= Attiwell Wood =

Irish politician, barrister and Law Officer

Attiwell Wood (1728-1784) was an Irish politician, barrister and Law Officer of the eighteenth century.

==Background==

He was a native of County Cork. He was born into a family which had a long association with the town of Bandon; an earlier Attiwell Wood, probably his grandfather, was a member of Bandon Corporation in 1702. There is reason to believe that the eldest son in each generation of the Wood family was named Attiwell, and the tradition continued up to the late nineteenth century.

==Career==

He entered the Trinity College Dublin in 1744 and the Middle Temple in 1747. He was called to the Irish Bar in 1753. He became Third Serjeant-at-law (Ireland) in 1777 and was made Second Serjeant in 1779; he held the latter office until his death. He sat in the Irish House of Commons as member for Castlemartyr from 1769 to 1776, and for Clonakilty from 1776 to 1783. He died in March of the following year.

==Marriage and children==

He married Elizabeth Falkiner, daughter of Sir Riggs Falkiner, 1st Baronet and his first wife Mary Barker.

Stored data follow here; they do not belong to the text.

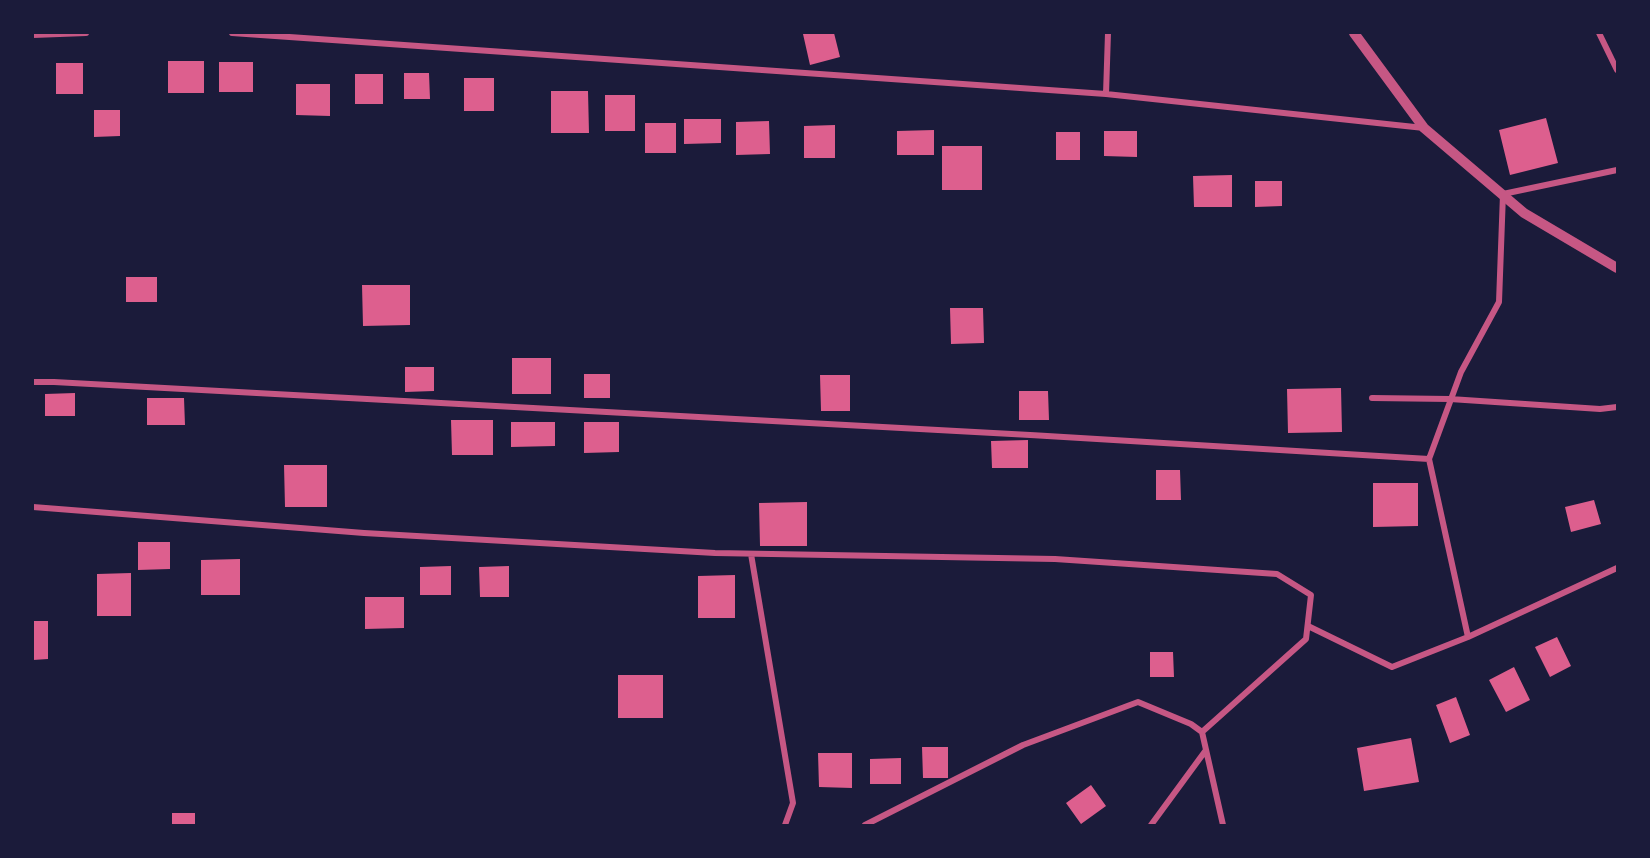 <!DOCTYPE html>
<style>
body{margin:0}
#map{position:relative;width:1650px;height:858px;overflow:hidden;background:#1b1b3a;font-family:"PT Sans",sans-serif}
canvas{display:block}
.frame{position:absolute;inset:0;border:34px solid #1b1b3a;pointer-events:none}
</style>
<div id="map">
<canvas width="1650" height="858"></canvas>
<div class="frame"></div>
</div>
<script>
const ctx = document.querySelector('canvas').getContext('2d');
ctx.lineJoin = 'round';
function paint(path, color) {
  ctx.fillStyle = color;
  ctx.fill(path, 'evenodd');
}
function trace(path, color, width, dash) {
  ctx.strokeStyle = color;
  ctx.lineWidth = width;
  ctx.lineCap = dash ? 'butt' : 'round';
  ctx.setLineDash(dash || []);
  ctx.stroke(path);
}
paint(new Path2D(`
 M 807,33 L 834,33 L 840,57 L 810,65 L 803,34 Z
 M 168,61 L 204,61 L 204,93 L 168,93 Z
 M 219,62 L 253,62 L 253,92 L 219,92 Z
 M 56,63 L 83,63 L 83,94 L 56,94 Z
 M 404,73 L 429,73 L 430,99 L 404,99 Z
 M 355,74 L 383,74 L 383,104 L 355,104 Z
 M 464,78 L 494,78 L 494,111 L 464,111 Z
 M 296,84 L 330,84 L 330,116 L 296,115 Z
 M 551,91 L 588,91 L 589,133 L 551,133 Z
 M 605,95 L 635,95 L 635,131 L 605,131 Z
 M 94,110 L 120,110 L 120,136 L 94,137 Z
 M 1546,118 L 1558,163 L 1510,175 L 1499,130 Z
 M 684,119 L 721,119 L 721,143 L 684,144 Z
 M 769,121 L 770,154 L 736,155 L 736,122 Z
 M 645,123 L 676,123 L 676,153 L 645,153 Z
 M 835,125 L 835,158 L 804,158 L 804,126 Z
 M 934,130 L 934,155 L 897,155 L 897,131 Z
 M 1104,131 L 1137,131 L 1137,157 L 1104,156 Z
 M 1056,132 L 1080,132 L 1080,160 L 1056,160 Z
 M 942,146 L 982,146 L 982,190 L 942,190 Z
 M 1232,175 L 1232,207 L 1194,207 L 1193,176 Z
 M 1255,181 L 1282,181 L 1282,206 L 1255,207 Z
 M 126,277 L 157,277 L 157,302 L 126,302 Z
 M 362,285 L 410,285 L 410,325 L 363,326 Z
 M 950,308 L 983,308 L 984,343 L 951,344 Z
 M 512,358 L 551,358 L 551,394 L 512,394 Z
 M 405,367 L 434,367 L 434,391 L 405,392 Z
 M 584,374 L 610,374 L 610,398 L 584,398 Z
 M 820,375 L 850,375 L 850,411 L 821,411 Z
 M 1341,388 L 1342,432 L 1288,433 L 1287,389 Z
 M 1019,391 L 1048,391 L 1049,420 L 1019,420 Z
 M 75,393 L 75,416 L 45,416 L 45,394 Z
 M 147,398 L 184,398 L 185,425 L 147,425 Z
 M 451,420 L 493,420 L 493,455 L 452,455 Z
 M 511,422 L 555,422 L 555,446 L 511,447 Z
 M 584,422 L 619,422 L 619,452 L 584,453 Z
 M 1028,440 L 1028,468 L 992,468 L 991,441 Z
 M 284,465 L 327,465 L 327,507 L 285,507 Z
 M 1156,470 L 1180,470 L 1181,500 L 1156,500 Z
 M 1373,483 L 1418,483 L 1418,526 L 1373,527 Z
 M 1594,500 L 1601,524 L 1571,532 L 1565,507 Z
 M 807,502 L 807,546 L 760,546 L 759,503 Z
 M 138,542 L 170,542 L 170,569 L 138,570 Z
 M 240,559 L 240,595 L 201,595 L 201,560 Z
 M 451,566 L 451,595 L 420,595 L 420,567 Z
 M 509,566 L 509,597 L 480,597 L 479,567 Z
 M 131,573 L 131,616 L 97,616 L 97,574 Z
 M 735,575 L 735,618 L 698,618 L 698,576 Z
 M 365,597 L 404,597 L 404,628 L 365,629 Z
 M 33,621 L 48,621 L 48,659 L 33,660 Z
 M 1557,637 L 1571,666 L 1550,677 L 1535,647 Z
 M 1150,652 L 1173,652 L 1174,677 L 1150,677 Z
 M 1514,667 L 1530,700 L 1506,712 L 1489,680 Z
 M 618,675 L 663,675 L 663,718 L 618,718 Z
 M 1456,697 L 1470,735 L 1450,743 L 1436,705 Z
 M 1411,738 L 1419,782 L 1364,791 L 1357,748 Z
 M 922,747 L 948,747 L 948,778 L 923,778 Z
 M 818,753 L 852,753 L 852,788 L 819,787 Z
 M 901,758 L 901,784 L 870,784 L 870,759 Z
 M 1091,785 L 1106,806 L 1081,824 L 1066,803 Z
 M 172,813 L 195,813 L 195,825 L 172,825 Z`), '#dd5f8e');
trace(new Path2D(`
 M 232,33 L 1106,94 L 1424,128
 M 1599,33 L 1617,70
 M 33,35 L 86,33
 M 1106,94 L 1108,33
 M 33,382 L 54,382 C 513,409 971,429 1429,459
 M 1372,398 L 1450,399 L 1600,409 L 1617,407
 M 33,507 L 364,533 L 715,553 L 1055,559 L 1277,574 L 1311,595 L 1306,639 L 1202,732 L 1223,825
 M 751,554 L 793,803 L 785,825
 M 1308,626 L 1392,667 L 1468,637 L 1617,568
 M 1468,637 L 1429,459 L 1461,372 L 1499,302 L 1503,194 L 1617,170
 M 865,825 L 1023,745 L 1138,702 L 1191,724 L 1202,732
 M 1151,825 L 1206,750`), '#c65784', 6);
trace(new Path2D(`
 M 1354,33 L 1424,128 L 1524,213 L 1617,268`), '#c65784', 10);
</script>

Sir Riggs represented the same two constituencies in reverse order: presumably he and his son-in-law did a "swap" as to which seat each would hold. Attiwell and Elizabeth had at least one son, also named Attiwell, who married Mary Brasier, daughter of Kilner Brasier, and a daughter Louisa, who married Hugh Norcott (died 1834) JP, of Castleconnell and Springfield, County Limerick. Louisa died in 1839; she and Hugh had no children.

A later Attiwell Wood, who was probably the Serjeant's great-grandson, is recorded as a landowner in County Cork in the 1870s.